When a man opens a door for an elderly person, or gives up his seat on a crowded bus; when a neighbor turns down the radio or television out of consideration for others who might be disturbed; when one avoids saying what one thinks because it might hurt the feelings of the listener; when a speaker refuses to interrupt another speaker; in all these cases, we see self-restraint at work along with the “regulation of elementary urges” — good manners. Edmund Burke saw them as the stuff of morality.

Franny Price, the heroine of Mansfield Park, is the embodiment of good manners, the civilized person. She has been torn away from her poor family at the age of nine to live with her wealthy uncle and aunt one hundred miles away. She suffers separation anxiety in the extreme because of the sudden change and her one link to mental stability is the care and concert of her young cousin Edmund who, alone among all the other “upper crust” people she nows lives with, cares about her and shows compassion and concern for her suffering.  In the eyes of her new family, except for Edmund, she resides somewhere between the servants and themselves. One of her aunts relegates her to an attic room and tells the servants not to light the fire.

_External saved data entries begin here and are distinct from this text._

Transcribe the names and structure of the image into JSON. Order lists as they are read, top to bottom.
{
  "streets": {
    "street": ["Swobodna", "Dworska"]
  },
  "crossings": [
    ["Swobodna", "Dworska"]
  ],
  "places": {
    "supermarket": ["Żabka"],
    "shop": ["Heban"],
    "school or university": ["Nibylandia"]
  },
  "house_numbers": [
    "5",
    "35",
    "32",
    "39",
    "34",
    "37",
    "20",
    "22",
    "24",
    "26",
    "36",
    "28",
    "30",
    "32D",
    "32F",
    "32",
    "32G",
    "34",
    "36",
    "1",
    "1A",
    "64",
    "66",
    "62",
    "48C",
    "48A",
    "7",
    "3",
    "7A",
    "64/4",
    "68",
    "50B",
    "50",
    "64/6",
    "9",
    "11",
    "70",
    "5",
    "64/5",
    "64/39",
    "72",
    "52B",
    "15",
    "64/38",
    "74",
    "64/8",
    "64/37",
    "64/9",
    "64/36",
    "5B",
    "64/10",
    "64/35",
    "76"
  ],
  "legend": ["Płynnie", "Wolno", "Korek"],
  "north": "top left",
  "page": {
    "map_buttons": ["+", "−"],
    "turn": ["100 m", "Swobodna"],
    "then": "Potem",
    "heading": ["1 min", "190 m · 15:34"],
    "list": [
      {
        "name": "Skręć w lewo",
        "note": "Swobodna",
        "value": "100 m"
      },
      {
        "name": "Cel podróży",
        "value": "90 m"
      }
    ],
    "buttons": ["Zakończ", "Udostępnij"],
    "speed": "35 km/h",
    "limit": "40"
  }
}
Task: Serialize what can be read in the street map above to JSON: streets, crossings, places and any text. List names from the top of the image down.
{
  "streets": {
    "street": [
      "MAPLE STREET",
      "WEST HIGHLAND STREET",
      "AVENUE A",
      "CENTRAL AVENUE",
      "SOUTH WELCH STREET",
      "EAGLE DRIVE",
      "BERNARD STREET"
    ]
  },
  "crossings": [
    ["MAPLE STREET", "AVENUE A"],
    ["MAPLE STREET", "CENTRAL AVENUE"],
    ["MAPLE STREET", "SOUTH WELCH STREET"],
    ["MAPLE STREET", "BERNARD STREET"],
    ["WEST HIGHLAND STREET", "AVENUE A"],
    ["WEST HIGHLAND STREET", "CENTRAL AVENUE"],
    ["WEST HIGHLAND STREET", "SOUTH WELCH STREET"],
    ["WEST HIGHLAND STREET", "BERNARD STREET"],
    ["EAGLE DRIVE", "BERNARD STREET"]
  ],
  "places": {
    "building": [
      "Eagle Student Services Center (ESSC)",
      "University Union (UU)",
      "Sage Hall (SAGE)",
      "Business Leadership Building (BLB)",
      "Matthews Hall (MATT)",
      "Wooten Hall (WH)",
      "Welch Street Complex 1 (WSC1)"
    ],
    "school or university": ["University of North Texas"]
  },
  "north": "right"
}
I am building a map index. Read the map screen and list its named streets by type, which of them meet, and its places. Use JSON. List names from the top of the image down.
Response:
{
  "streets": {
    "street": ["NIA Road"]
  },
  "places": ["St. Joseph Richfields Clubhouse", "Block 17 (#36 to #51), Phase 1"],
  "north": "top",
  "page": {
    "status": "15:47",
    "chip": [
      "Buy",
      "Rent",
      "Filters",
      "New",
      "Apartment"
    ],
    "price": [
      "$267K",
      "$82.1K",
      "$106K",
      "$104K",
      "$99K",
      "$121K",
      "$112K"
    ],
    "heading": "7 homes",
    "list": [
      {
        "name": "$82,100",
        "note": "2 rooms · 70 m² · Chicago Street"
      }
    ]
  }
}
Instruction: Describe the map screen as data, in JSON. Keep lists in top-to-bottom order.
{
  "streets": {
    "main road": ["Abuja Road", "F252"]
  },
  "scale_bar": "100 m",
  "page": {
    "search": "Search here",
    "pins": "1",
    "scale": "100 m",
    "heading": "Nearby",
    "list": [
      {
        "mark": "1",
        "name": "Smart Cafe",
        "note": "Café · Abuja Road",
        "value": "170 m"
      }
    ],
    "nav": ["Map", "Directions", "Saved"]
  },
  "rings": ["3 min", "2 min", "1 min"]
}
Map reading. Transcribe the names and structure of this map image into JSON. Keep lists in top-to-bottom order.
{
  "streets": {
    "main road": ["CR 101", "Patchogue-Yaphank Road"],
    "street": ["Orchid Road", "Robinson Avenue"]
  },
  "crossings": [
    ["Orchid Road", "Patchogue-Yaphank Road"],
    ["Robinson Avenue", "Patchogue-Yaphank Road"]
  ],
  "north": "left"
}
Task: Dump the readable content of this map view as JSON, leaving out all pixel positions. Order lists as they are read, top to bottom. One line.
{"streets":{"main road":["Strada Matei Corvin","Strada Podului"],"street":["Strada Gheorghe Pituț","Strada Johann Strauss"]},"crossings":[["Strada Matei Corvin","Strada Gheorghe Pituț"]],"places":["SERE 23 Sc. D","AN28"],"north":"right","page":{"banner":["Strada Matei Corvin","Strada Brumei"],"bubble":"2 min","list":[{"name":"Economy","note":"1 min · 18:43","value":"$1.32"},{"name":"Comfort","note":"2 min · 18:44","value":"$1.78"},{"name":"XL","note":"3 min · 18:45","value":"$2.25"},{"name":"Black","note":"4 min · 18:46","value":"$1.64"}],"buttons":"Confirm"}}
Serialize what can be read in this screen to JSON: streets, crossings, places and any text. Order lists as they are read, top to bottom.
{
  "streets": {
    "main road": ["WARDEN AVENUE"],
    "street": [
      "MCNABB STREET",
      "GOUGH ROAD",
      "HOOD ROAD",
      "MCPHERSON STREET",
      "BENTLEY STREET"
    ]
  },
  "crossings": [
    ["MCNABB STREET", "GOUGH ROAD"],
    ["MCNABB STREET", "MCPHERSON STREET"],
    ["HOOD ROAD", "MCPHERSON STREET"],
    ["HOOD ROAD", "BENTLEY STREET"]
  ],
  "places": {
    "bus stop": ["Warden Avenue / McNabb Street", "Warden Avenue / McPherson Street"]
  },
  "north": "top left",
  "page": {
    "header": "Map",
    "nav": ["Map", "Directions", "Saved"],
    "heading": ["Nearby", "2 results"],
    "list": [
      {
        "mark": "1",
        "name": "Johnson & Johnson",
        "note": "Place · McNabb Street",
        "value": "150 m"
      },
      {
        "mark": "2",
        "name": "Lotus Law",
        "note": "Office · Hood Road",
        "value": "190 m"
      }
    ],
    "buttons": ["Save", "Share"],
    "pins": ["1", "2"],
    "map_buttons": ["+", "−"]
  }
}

As Fanny grows older and her love for Edmund deepens and her sensitivity of others around her increases — including her three other cousins and her aunts and uncle — she becomes an attractive and fascinating woman. Indeed, a “gentleman” of considerable fortune by the name of Henry Crawford sets out to make Fanny fall in love with him, purely out of boredom, only to fall helplessly in love with her himself. He makes her an offer of marriage, an offer Fanny repulses — to the distress of her relatives. She sees him as the embodiment of all that is wrong with those around her, an “uncivilized” man; she sees

“. . .a want of delicacy and regard for others. . . .a gross want of feeling and humanity where his own pleasure was concerned — And, also, has always known no principle to supply as a duty what the heart was deficient in.”

In fact, the pleasure-seeking, self-absorbed Henry Crawford is the embodiment, along with his sister Mary, of what Trilling calls “the modern type, the person who cultivates the style of sensitivity, virtue, and intelligence.” In other words, in Trilling’s view Mansfield Park is about pretense, personality in the place of character, the tendency so many have to pretend they are something they are not for lack of sound moral principles to form a solid core of self. Fanny and her cousin Edmund are, among all the characters in the novel, the only two who are genuine and honest, the only truly civilized people among a host of others who either pretend to be so or who are past caring.

And this is where  a novel written in 1816 can be seen to be a commentary on our own age and culture, an age and culture in which the self and its pleasures have become the center of concern for the greater part of humanity and the Other has been lost in that preoccupation with self that sees good manners as archaic and somehow irrelevant — and who view honesty as not an obligation we have to ourselves and others but simply a matter of letting it all “hang out.” All of which places us in the category of those who in one way or another revealed themselves to Fanny Price as people who are locked within themselves, showing a lack of principles “to supply as a duty what the heart is deficient in.”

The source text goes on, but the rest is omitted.